What WINE is doing, which is incredibly difficult, is rewriting the entire Win32 API so that existing programs will run under Unix. This has taken them many, many years, and it's fairly good now, but it's far from a complete solution, largely because it's so difficult.
It sounds like the David project will probably run the *existing* Win32 API (which is hard to replace), and write a new set of kernel routines to emulate the NT kernel. AFAIK, most of the work on NT is at the Win32 level, the kernel itself doesn't get that much work, because it's really solid and really stable. So they're not chasing a moving target in quite the same way.
Presumably, the separation between the Win32 personality and the NT kernel is drawn clearly enough that they can replace the kernel without breaking things too badly. At least, that would appear to be how they're thinking about it.
This would probably mean you'd need to install Windows under Linux, in order to get a proper Win32 personality. The net effect would be very much like the way that OS/2 used to run Windows 3.1. (remember 'a better Windows than Windows'? It was!)

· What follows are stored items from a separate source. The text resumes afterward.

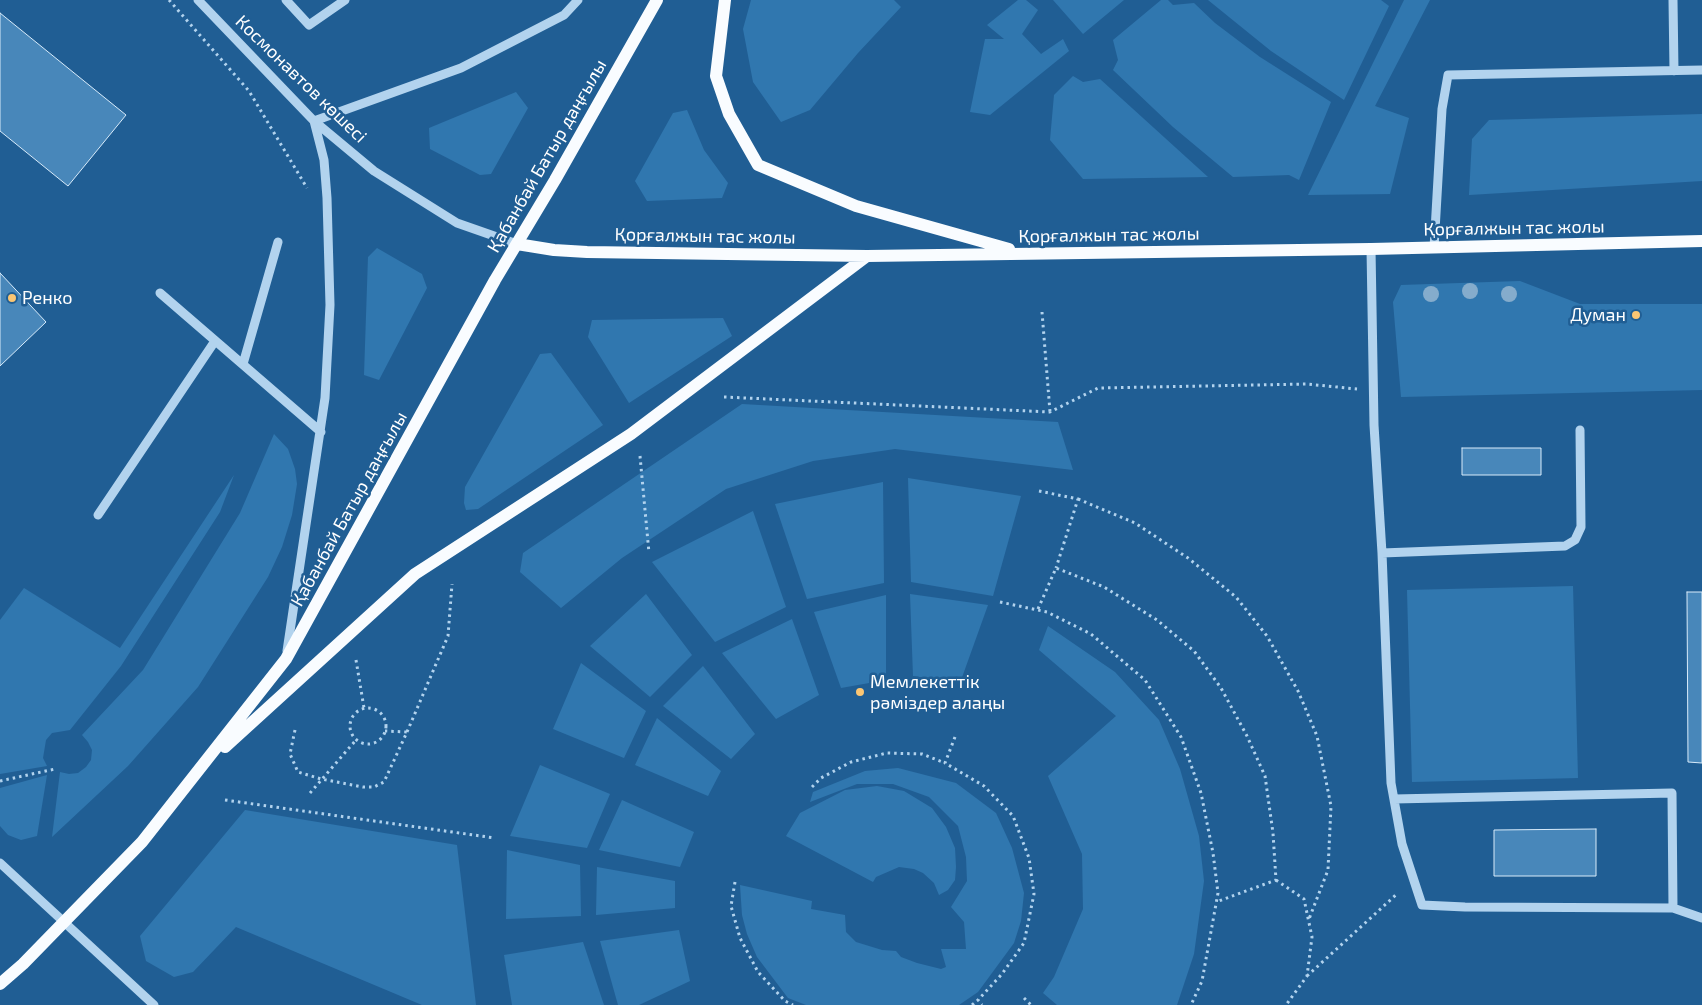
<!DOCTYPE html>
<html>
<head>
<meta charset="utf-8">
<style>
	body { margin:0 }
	canvas { display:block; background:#205e94 }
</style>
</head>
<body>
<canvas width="1702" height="1005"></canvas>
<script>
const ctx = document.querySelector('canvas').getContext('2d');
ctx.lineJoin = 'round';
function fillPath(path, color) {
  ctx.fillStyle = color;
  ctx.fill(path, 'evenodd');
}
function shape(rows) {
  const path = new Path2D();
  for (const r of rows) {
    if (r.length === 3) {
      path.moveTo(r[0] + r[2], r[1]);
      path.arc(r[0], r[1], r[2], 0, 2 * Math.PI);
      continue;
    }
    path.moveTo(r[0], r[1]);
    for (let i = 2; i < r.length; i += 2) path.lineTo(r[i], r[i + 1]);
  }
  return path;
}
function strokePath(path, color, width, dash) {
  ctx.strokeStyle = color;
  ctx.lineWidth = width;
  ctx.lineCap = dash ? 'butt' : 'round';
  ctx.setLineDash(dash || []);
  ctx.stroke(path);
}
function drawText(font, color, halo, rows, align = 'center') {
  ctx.font = font + ' "Exo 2",sans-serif';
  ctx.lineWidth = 5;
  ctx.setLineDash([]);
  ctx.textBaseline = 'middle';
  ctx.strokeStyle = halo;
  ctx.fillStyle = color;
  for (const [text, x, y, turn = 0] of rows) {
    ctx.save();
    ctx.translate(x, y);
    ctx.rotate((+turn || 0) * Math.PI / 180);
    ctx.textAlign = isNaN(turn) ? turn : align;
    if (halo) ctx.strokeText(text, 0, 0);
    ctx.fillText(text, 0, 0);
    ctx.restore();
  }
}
fillPath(shape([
	[751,0,894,0,901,7,858,53,810,110,781,122,753,82,743,29],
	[1018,0,1026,0,1038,10,1022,34,1041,54,1063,39,1069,51,990,115,970,112,985,39,1004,39,987,25],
	[1053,0,1124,0,1083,34],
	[1161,0,1168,0,1173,5,1194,3,1215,23,1260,57,1331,102,1299,180,1289,175,1233,177,1173,127,1113,70,1118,60,1113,40],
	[1208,0,1381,0,1389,6,1344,100,1271,51],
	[1404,0,1430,0,1375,106,1409,118,1390,194,1308,195],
	[1073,76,1083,82,1100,79,1208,177,1083,179,1050,140,1054,95],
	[516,92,528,108,491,174,480,175,430,149,429,128],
	[687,110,704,150,728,183,722,198,647,201,635,181,673,113],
	[1702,114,1702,181,1469,195,1472,139,1489,120],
	[377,248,422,274,427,288,379,380,364,375,368,257],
	[1520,281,1580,304,1702,304,1702,390,1401,397,1393,302,1401,285],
	[723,318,732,336,629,403,588,337,592,320],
	[551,353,603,425,478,509,466,510,464,503,465,487,540,354],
	[742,404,1058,422,1073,470,895,449,813,461,726,489,622,558,561,608,520,572,523,553],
	[274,434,288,449,295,469,297,484,292,515,282,547,268,577,198,687,128,766,52,837,60,772,69,774,78,773,86,767,91,760,92,750,88,742,82,735,143,670,240,513],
	[234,475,220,512,121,666,70,730,52,733,46,740,43,758,47,766,0,774,0,620,24,588,120,648],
	[908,478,1021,496,993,596,911,582],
	[883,482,884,583,807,599,775,504],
	[753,511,786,607,715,642,652,562],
	[1573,586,1578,778,1412,782,1407,590],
	[646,594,692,655,650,697,590,646],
	[910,594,988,605,960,683,913,676],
	[886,595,886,680,841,688,814,612],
	[792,619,819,695,776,719,722,653],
	[1048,626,1115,672,1159,720,1180,769,1199,836,1204,881,1194,954,1177,1005,1057,1005,1043,993,1054,977,1083,909,1082,854,1048,776,1116,716,1039,650],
	[581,663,646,711,624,758,553,729],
	[703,666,755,734,731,759,663,706],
	[657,718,721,771,708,796,635,765],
	[540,765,610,794,587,848,510,836],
	[898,768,956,783,996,813,1012,848,1024,893,1021,921,1014,943,978,992,959,1005,806,1005,788,998,757,957,747,934,742,915,740,885,812,901,811,909,845,915,846,932,856,942,882,950,896,951,901,957,917,963,941,969,946,967,941,949,966,949,964,922,951,907,967,881,966,857,958,826,929,797,893,784,857,784,810,802,813,792,865,771],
	[47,775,37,836,21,840,8,835,0,826,0,788],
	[877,786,904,791,932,808,946,827,955,848,956,867,955,880,948,890,939,895,934,883,923,873,914,869,899,867,876,877,873,882,786,836,800,813,845,790],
	[622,800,694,832,680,867,599,850],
	[245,810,457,845,476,1005,422,1005,236,927,193,972,174,977,146,961,140,936],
	[507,850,580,865,581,916,506,919],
	[597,867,675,881,675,908,596,915],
	[679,930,690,981,639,1005,618,1005,600,941],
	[583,942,604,1005,512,1005,504,955]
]), '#3077af');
const building = shape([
	[0,13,126,115,68,186,0,131,0,13],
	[0,273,46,322,0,366,0,273],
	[1462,448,1541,448,1541,475,1462,475,1462,448],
	[1687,592,1702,592,1702,763,1688,762,1687,592],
	[1596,829,1596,876,1494,876,1494,830,1596,829]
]);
fillPath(building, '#4887ba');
strokePath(building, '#d8ebfa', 1);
strokePath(shape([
	[169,0,249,91,307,188],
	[1042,312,1050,412],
	[724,397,1050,412,1098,388,1306,384,1357,389],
	[640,456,649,553],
	[1039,491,1078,499,1056,568],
	[1078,499,1135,523,1188,558,1236,597,1267,636,1298,691,1317,736,1331,806,1328,870,1309,919],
	[1000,602,1047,612,1091,634,1145,680,1181,737,1201,793,1213,853,1218,893,1202,981,1191,1005],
	[1038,609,1056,568,1104,587,1157,620,1194,651,1221,688,1247,736,1265,776,1273,833,1276,880,1216,902],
	[356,660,364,708],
	[368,726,18],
	[295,730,290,754,298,772,321,779,363,787,374,787,384,782,407,732,385,731],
	[407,732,448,636,452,584],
	[955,737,945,763,984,786,1013,816,1029,858,1034,894,1024,943,1002,974,978,1000,982,1005],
	[0,781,55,769],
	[812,787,821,778,851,762,887,753,922,754,945,763],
	[310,793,356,740],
	[225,800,495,838],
	[1276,880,1304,899,1312,937,1307,976,1286,1005],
	[735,882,731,906,740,938,758,972,785,1001,793,1005],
	[1307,976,1398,893],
	[1024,998,1031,1005],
	[972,1005,978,1000]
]), '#b2d3ee', 3, [2.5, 4]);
strokePath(shape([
	[198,0,314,121,374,171,457,223,517,244],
	[286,0,309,25,345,0],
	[1673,0,1674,71],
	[314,121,461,68,564,15,578,0],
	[1434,248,1442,109,1448,75,1702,70],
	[1371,249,1374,425,1382,553,1391,783,1402,844,1422,905,1465,907,1673,908,1702,918],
	[160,293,321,432],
	[243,364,278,242],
	[98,515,215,341],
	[1382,553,1565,546,1575,540,1581,527,1580,430],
	[287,651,325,398,330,305,327,198,324,160,314,121],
	[1394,799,1672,793,1673,908],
	[0,863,154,1005]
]), '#b2d3ee', 9);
strokePath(shape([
	[725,0,716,76,729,114,758,165,856,206,1009,249],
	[517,244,554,250,587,252,867,256,1371,249,1702,241],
	[225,747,415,574,631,434,867,256],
	[0,984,23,964,142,842,286,659,495,280,555,180,657,0]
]), '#f9fcff', 12);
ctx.fillStyle = '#85accc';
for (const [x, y] of [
	[1470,291],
	[1431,294],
	[1509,294]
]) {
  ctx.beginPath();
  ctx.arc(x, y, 8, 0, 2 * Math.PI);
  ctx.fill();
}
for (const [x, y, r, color] of [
	[12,298,5,"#fbc673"],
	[1636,315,5,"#fbc673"],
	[860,692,5,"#fbc673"]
]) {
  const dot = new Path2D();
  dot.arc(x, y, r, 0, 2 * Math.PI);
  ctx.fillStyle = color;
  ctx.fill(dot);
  strokePath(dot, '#205e94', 2);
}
drawText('18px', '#fff', '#205e94', [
	["Космонавтов көшесі",301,79,44],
	["Қабанбай Батыр даңғылы",547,156,-60],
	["Қорғалжын тас жолы",1514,228,-1],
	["Қорғалжын тас жолы",1109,235,-1],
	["Қорғалжын тас жолы",705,236,1],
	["Қабанбай Батыр даңғылы",349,509,-61]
]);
drawText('18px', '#fff', '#205e94', [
	["Ренко",22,298],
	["Думан",1626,315,"right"],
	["Мемлекеттік",870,682],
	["рәміздер алаңы",870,703]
], 'left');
</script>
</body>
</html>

I believe this could work. It would not, however, remove the need to own a copy of Windows, so its use would be more for the pragmatists ('we want it to work') than the idealists ('we want it to be free').
This would dissasemble the x86 windows binaries, rewriting any low level OS library and hardware access code, emitting Linux compatible executable binaries. This could be done both Ahead Of Time, before execution, and Just In Time, during execution. Caching the resulting rewrite on disk would speed up execution a lot.
A neat trick if possible. However Soft Labs would have to reverse engineer a hell of a lot of Microsoft's OS to manage it.
If Wine/David becomes so good that a windows program runs *as well* on Linux(under wine) as it does on windows, Linux may suffer the same fate as OS/2. Remember WIN/OS2? The development community saw this functionality as an excuse to write their apps. to windows (why worry about OS/2 when they have WIN/OS2?) Before you knew it, nobody was writing OS/2 apps..... and OS/2 cratered.